+++ ENTRIES PROVIDED

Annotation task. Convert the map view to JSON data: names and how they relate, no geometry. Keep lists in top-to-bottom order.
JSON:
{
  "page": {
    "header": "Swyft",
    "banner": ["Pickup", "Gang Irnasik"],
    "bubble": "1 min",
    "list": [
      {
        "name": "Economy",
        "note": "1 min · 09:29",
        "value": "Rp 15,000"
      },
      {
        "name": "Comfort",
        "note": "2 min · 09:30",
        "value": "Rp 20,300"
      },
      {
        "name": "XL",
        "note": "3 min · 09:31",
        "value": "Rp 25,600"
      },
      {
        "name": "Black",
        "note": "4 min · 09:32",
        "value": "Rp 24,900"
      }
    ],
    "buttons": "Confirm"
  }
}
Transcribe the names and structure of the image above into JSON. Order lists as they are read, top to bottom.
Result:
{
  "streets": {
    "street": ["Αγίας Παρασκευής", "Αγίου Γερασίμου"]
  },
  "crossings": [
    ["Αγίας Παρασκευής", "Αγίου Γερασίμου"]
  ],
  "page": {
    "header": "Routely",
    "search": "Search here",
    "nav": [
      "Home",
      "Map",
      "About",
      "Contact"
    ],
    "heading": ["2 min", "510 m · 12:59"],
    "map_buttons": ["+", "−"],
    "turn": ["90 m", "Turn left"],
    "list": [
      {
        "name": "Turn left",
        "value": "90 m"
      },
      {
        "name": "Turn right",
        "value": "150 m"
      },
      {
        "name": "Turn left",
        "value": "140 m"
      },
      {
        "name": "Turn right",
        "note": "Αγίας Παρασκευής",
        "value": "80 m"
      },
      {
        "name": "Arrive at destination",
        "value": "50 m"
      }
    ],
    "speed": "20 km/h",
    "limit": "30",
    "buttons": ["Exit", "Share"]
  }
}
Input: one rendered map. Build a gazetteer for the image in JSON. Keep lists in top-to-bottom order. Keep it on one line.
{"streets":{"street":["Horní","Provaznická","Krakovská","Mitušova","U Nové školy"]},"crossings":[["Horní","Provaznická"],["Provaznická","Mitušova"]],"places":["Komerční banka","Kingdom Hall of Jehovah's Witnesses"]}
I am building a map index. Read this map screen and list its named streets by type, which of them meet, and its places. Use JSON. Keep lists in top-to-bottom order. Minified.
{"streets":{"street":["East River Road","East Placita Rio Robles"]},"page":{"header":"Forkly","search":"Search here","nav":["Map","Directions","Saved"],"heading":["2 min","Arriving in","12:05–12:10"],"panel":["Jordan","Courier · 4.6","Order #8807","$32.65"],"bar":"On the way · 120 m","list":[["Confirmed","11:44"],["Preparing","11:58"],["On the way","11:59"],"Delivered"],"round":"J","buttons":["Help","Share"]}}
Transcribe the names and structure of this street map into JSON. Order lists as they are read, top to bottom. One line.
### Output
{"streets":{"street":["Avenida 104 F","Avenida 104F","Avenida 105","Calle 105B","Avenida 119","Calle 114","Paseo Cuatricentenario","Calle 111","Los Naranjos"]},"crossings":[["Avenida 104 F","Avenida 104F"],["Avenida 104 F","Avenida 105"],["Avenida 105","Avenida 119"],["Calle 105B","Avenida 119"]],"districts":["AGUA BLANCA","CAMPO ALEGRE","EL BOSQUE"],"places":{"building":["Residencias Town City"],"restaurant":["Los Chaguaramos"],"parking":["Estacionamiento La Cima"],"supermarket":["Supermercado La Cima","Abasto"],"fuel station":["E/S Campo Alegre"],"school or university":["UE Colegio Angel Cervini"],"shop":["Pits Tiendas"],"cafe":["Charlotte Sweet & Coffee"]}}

++++++

• **PROBLEM TO WORK ON**
A complete and exact transcription of the material is required.

• **WRITTEN RESPONSE**
Annotation task. Convert the map view to JSON data: names and how they relate, no geometry. Keep lists in top-to-bottom order.
JSON:
{
  "page": {
    "header": "Swyft",
    "banner": ["Pickup", "Gang Irnasik"],
    "bubble": "1 min",
    "list": [
      {
        "name": "Economy",
        "note": "1 min · 09:29",
        "value": "Rp 15,000"
      },
      {
        "name": "Comfort",
        "note": "2 min · 09:30",
        "value": "Rp 20,300"
      },
      {
        "name": "XL",
        "note": "3 min · 09:31",
        "value": "Rp 25,600"
      },
      {
        "name": "Black",
        "note": "4 min · 09:32",
        "value": "Rp 24,900"
      }
    ],
    "buttons": "Confirm"
  }
}
Transcribe the names and structure of the image above into JSON. Order lists as they are read, top to bottom.
Result:
{
  "streets": {
    "street": ["Αγίας Παρασκευής", "Αγίου Γερασίμου"]
  },
  "crossings": [
    ["Αγίας Παρασκευής", "Αγίου Γερασίμου"]
  ],
  "page": {
    "header": "Routely",
    "search": "Search here",
    "nav": [
      "Home",
      "Map",
      "About",
      "Contact"
    ],
    "heading": ["2 min", "510 m · 12:59"],
    "map_buttons": ["+", "−"],
    "turn": ["90 m", "Turn left"],
    "list": [
      {
        "name": "Turn left",
        "value": "90 m"
      },
      {
        "name": "Turn right",
        "value": "150 m"
      },
      {
        "name": "Turn left",
        "value": "140 m"
      },
      {
        "name": "Turn right",
        "note": "Αγίας Παρασκευής",
        "value": "80 m"
      },
      {
        "name": "Arrive at destination",
        "value": "50 m"
      }
    ],
    "speed": "20 km/h",
    "limit": "30",
    "buttons": ["Exit", "Share"]
  }
}
Input: one rendered map. Build a gazetteer for the image in JSON. Keep lists in top-to-bottom order. Keep it on one line.
{"streets":{"street":["Horní","Provaznická","Krakovská","Mitušova","U Nové školy"]},"crossings":[["Horní","Provaznická"],["Provaznická","Mitušova"]],"places":["Komerční banka","Kingdom Hall of Jehovah's Witnesses"]}
I am building a map index. Read this map screen and list its named streets by type, which of them meet, and its places. Use JSON. Keep lists in top-to-bottom order. Minified.
{"streets":{"street":["East River Road","East Placita Rio Robles"]},"page":{"header":"Forkly","search":"Search here","nav":["Map","Directions","Saved"],"heading":["2 min","Arriving in","12:05–12:10"],"panel":["Jordan","Courier · 4.6","Order #8807","$32.65"],"bar":"On the way · 120 m","list":[["Confirmed","11:44"],["Preparing","11:58"],["On the way","11:59"],"Delivered"],"round":"J","buttons":["Help","Share"]}}
Transcribe the names and structure of this street map into JSON. Order lists as they are read, top to bottom. One line.
### Output
{"streets":{"street":["Avenida 104 F","Avenida 104F","Avenida 105","Calle 105B","Avenida 119","Calle 114","Paseo Cuatricentenario","Calle 111","Los Naranjos"]},"crossings":[["Avenida 104 F","Avenida 104F"],["Avenida 104 F","Avenida 105"],["Avenida 105","Avenida 119"],["Calle 105B","Avenida 119"]],"districts":["AGUA BLANCA","CAMPO ALEGRE","EL BOSQUE"],"places":{"building":["Residencias Town City"],"restaurant":["Los Chaguaramos"],"parking":["Estacionamiento La Cima"],"supermarket":["Supermercado La Cima","Abasto"],"fuel station":["E/S Campo Alegre"],"school or university":["UE Colegio Angel Cervini"],"shop":["Pits Tiendas"],"cafe":["Charlotte Sweet & Coffee"]}}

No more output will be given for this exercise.